[Stored data entries]

---

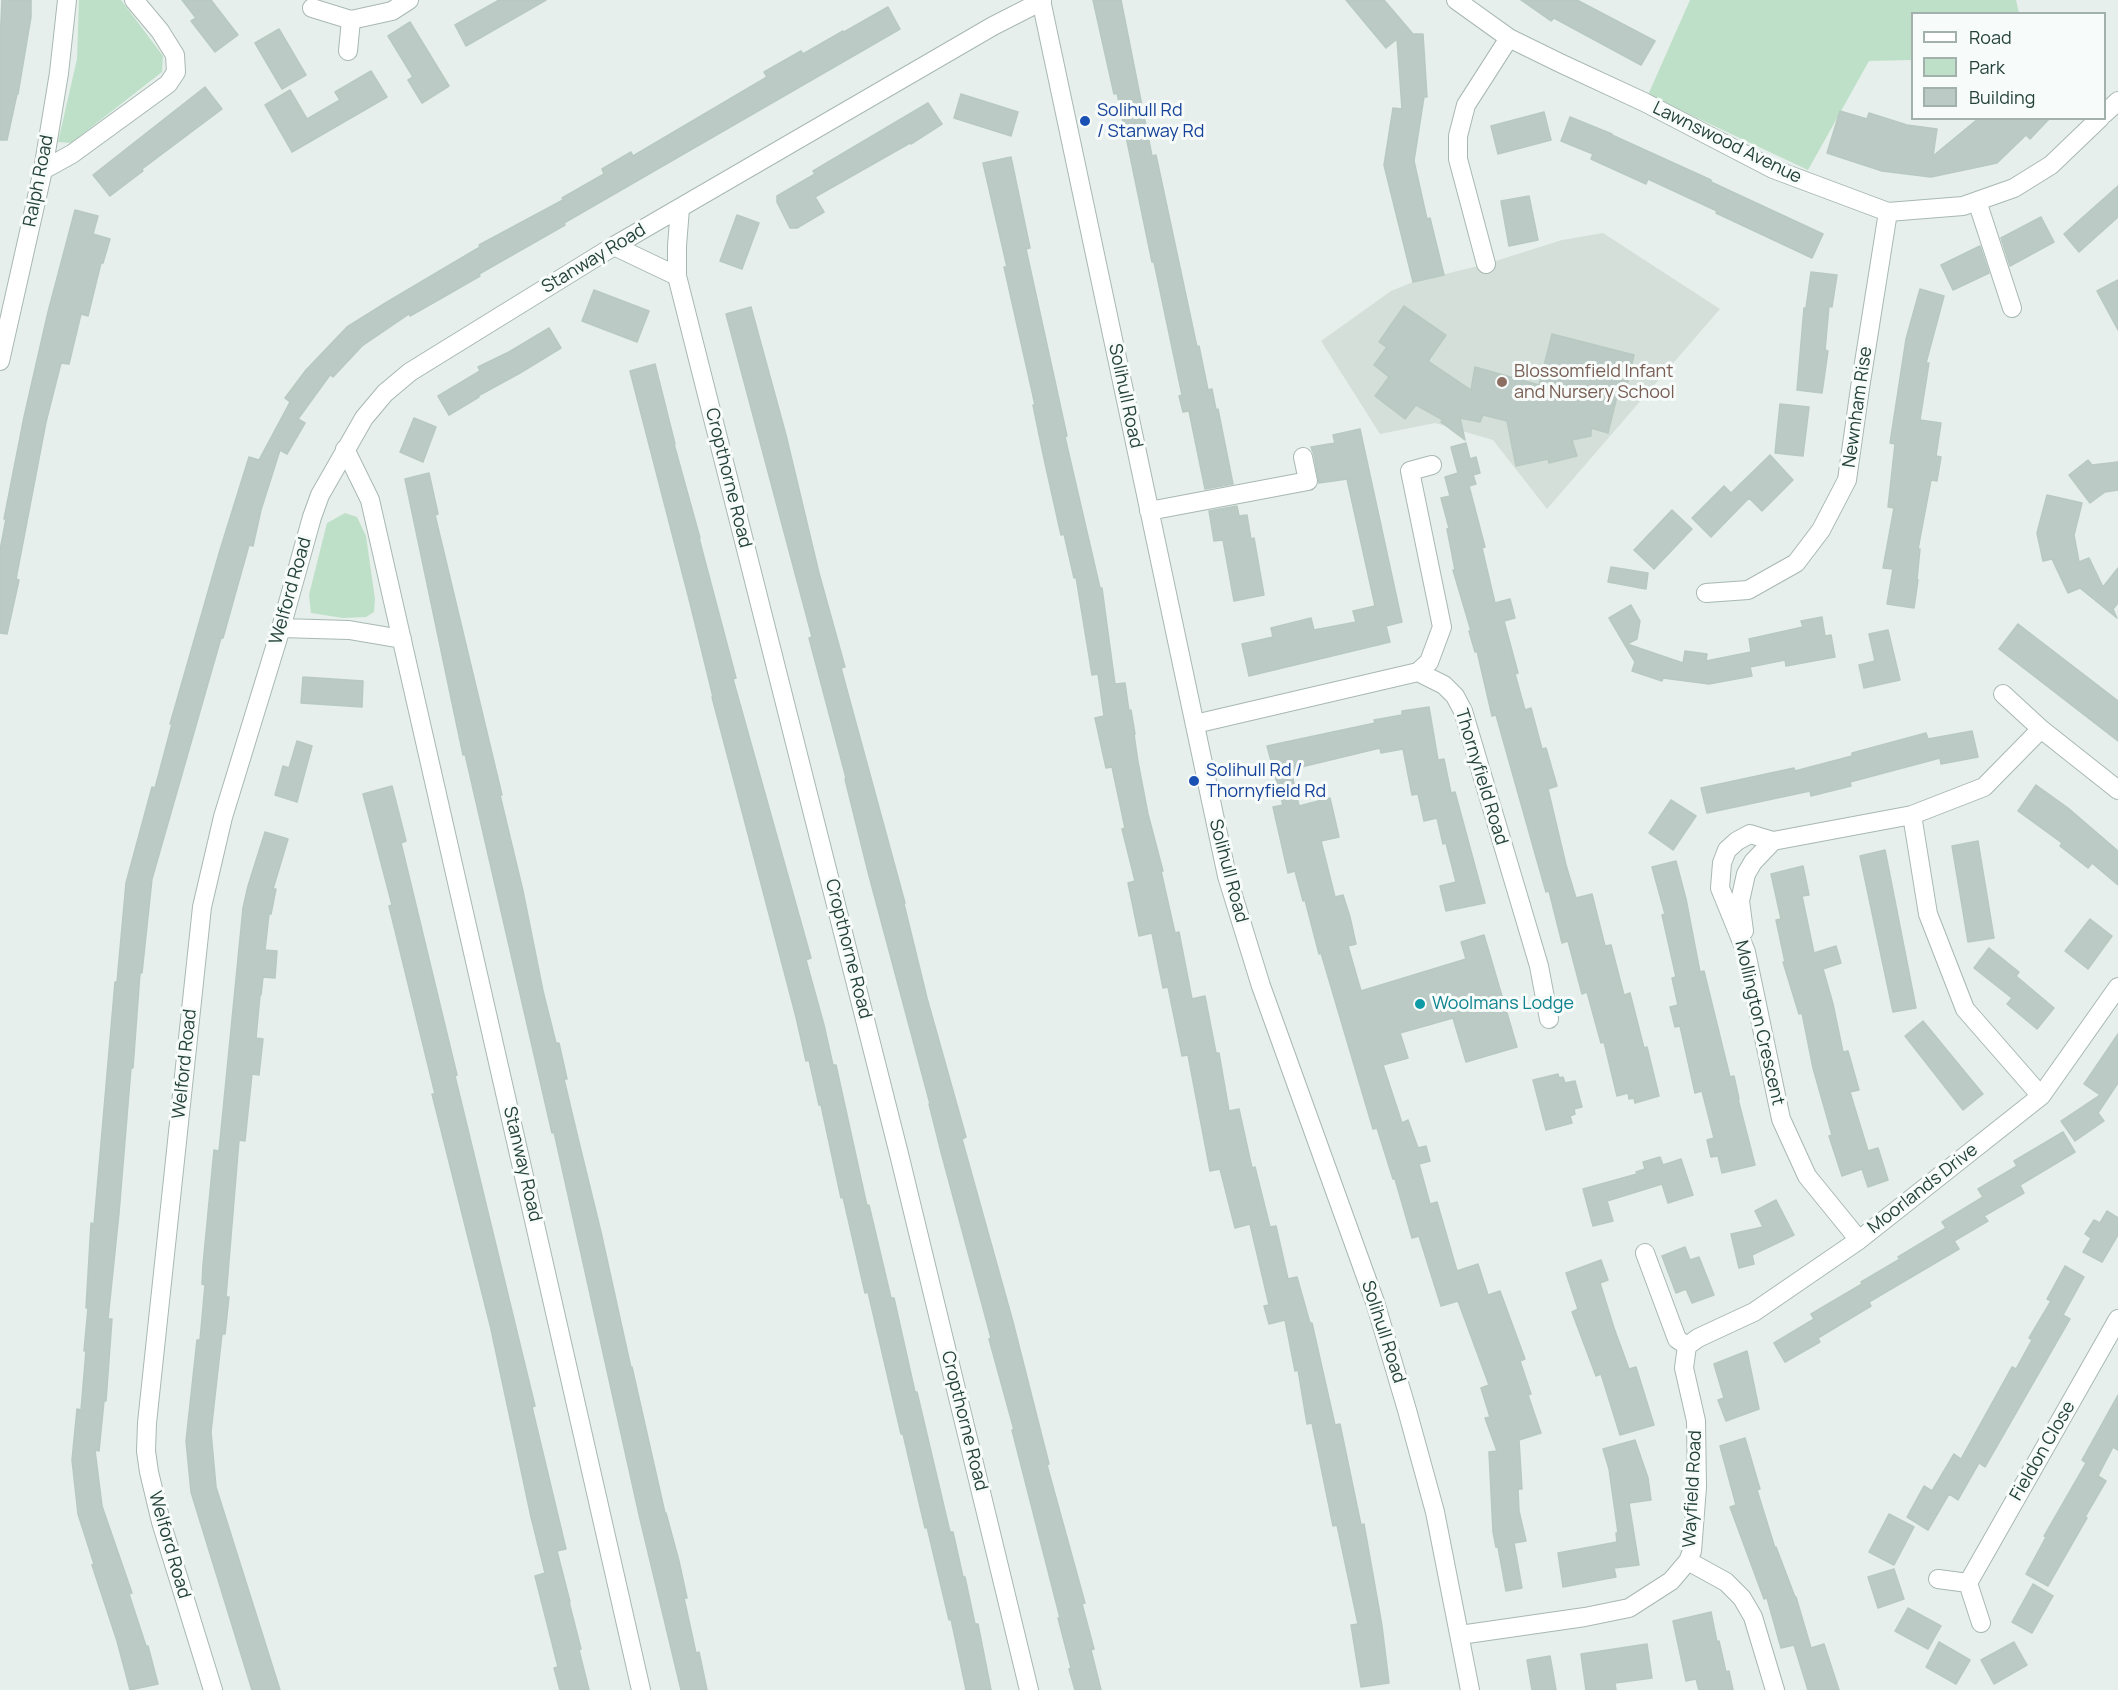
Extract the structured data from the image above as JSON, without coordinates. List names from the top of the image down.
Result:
{
  "streets": {
    "street": [
      "Lawnswood Avenue",
      "Ralph Road",
      "Stanway Road",
      "Solihull Road",
      "Newnham Rise",
      "Cropthorne Road",
      "Welford Road",
      "Thornyfield Road",
      "Mollington Crescent",
      "Moorlands Drive",
      "Fieldon Close",
      "Wayfield Road"
    ]
  },
  "crossings": [
    ["Lawnswood Avenue", "Newnham Rise"],
    ["Stanway Road", "Solihull Road"],
    ["Stanway Road", "Cropthorne Road"],
    ["Stanway Road", "Welford Road"],
    ["Solihull Road", "Wayfield Road"],
    ["Mollington Crescent", "Moorlands Drive"],
    ["Moorlands Drive", "Wayfield Road"]
  ],
  "places": [
    "Solihull Rd / Stanway Rd",
    "Blossomfield Infant and Nursery School",
    "Solihull Rd / Thornyfield Rd",
    "Woolmans Lodge"
  ],
  "legend": ["Road", "Park", "Building"]
}
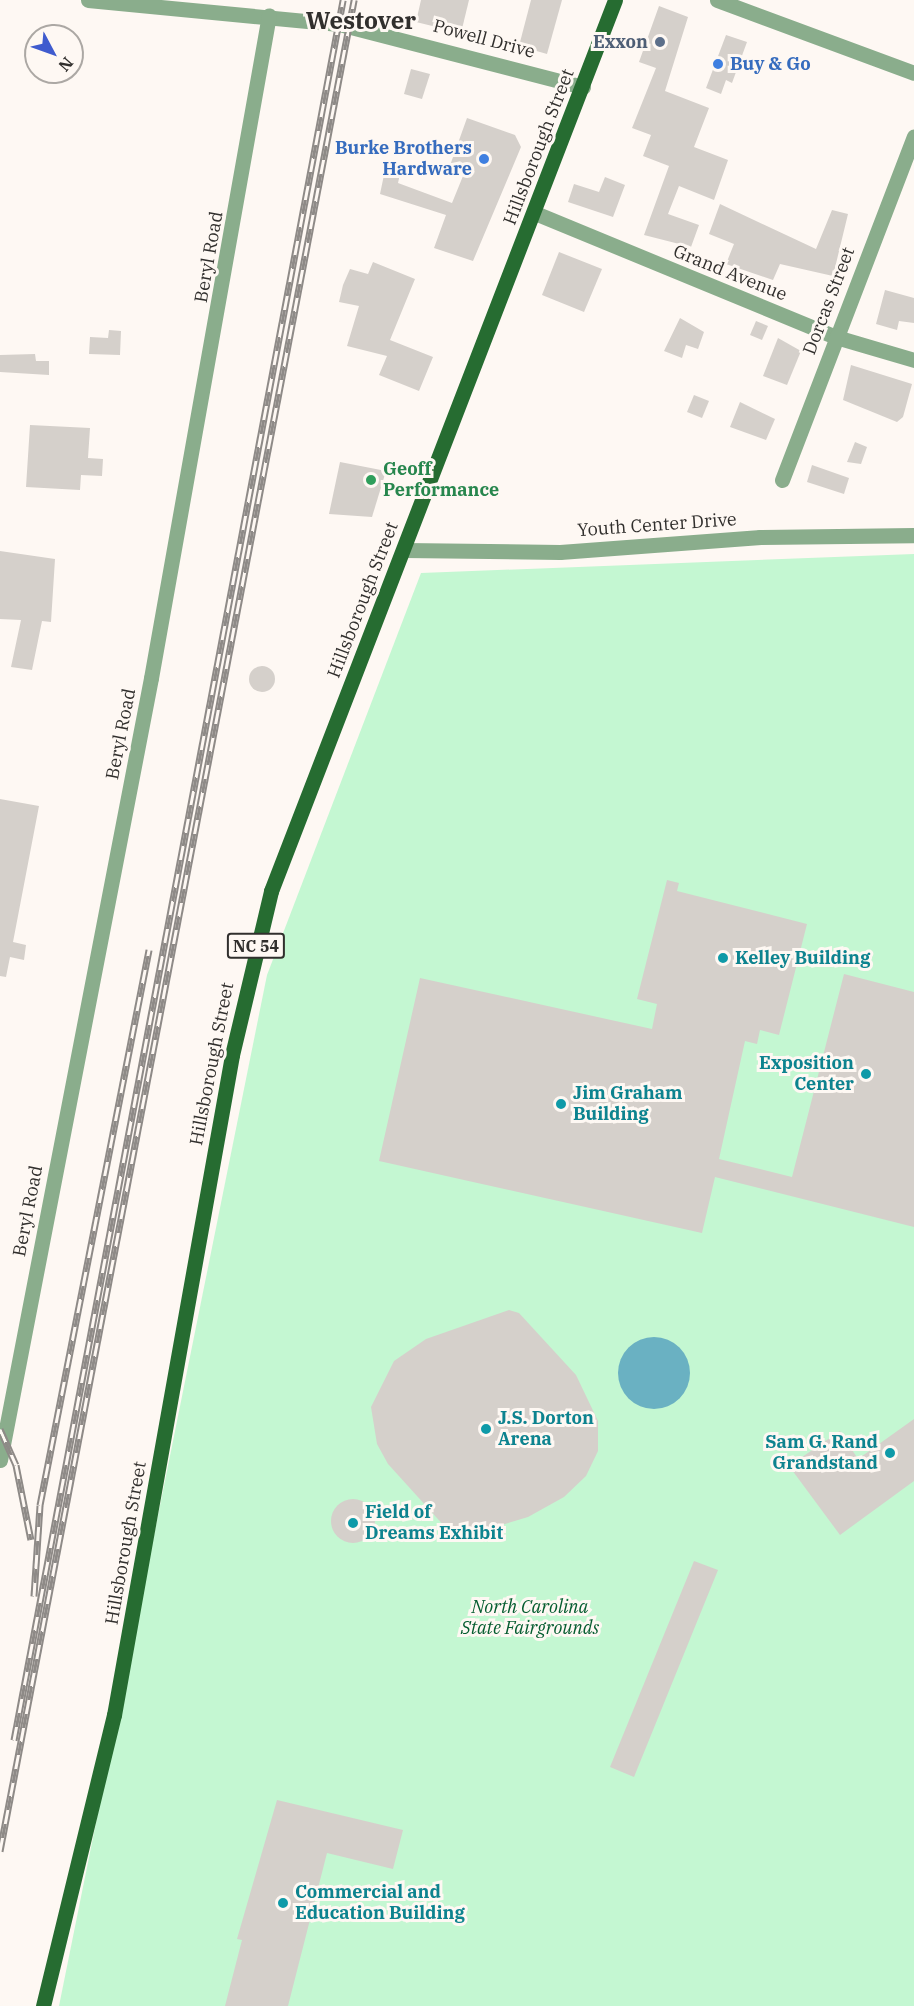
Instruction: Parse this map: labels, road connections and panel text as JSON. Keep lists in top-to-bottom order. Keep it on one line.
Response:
{"streets":{"main road":["Hillsborough Street","NC 54"],"street":["Powell Drive","Beryl Road","Grand Avenue","Dorcas Street","Youth Center Drive"]},"crossings":[["Powell Drive","Hillsborough Street"],["Powell Drive","Beryl Road"],["Hillsborough Street","Grand Avenue"],["Hillsborough Street","Youth Center Drive"],["Grand Avenue","Dorcas Street"]],"districts":["Westover"],"parks":["North Carolina State Fairgrounds"],"places":["Exxon","Buy & Go","Burke Brothers Hardware","Geoff Performance","Kelley Building","Exposition Center","Jim Graham Building","J.S. Dorton Arena","Sam G. Rand Grandstand","Field of Dreams Exhibit","Commercial and Education Building"],"north":"bottom right"}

---

» **ACTIVITY**
Nothing but the lines with "JSON" should be returned, copied from the entries above.

» **THE ANSWER**
Extract the structured data from the image above as JSON, without coordinates. List names from the top of the image down.
Instruction: Parse this map: labels, road connections and panel text as JSON. Keep lists in top-to-bottom order. Keep it on one line.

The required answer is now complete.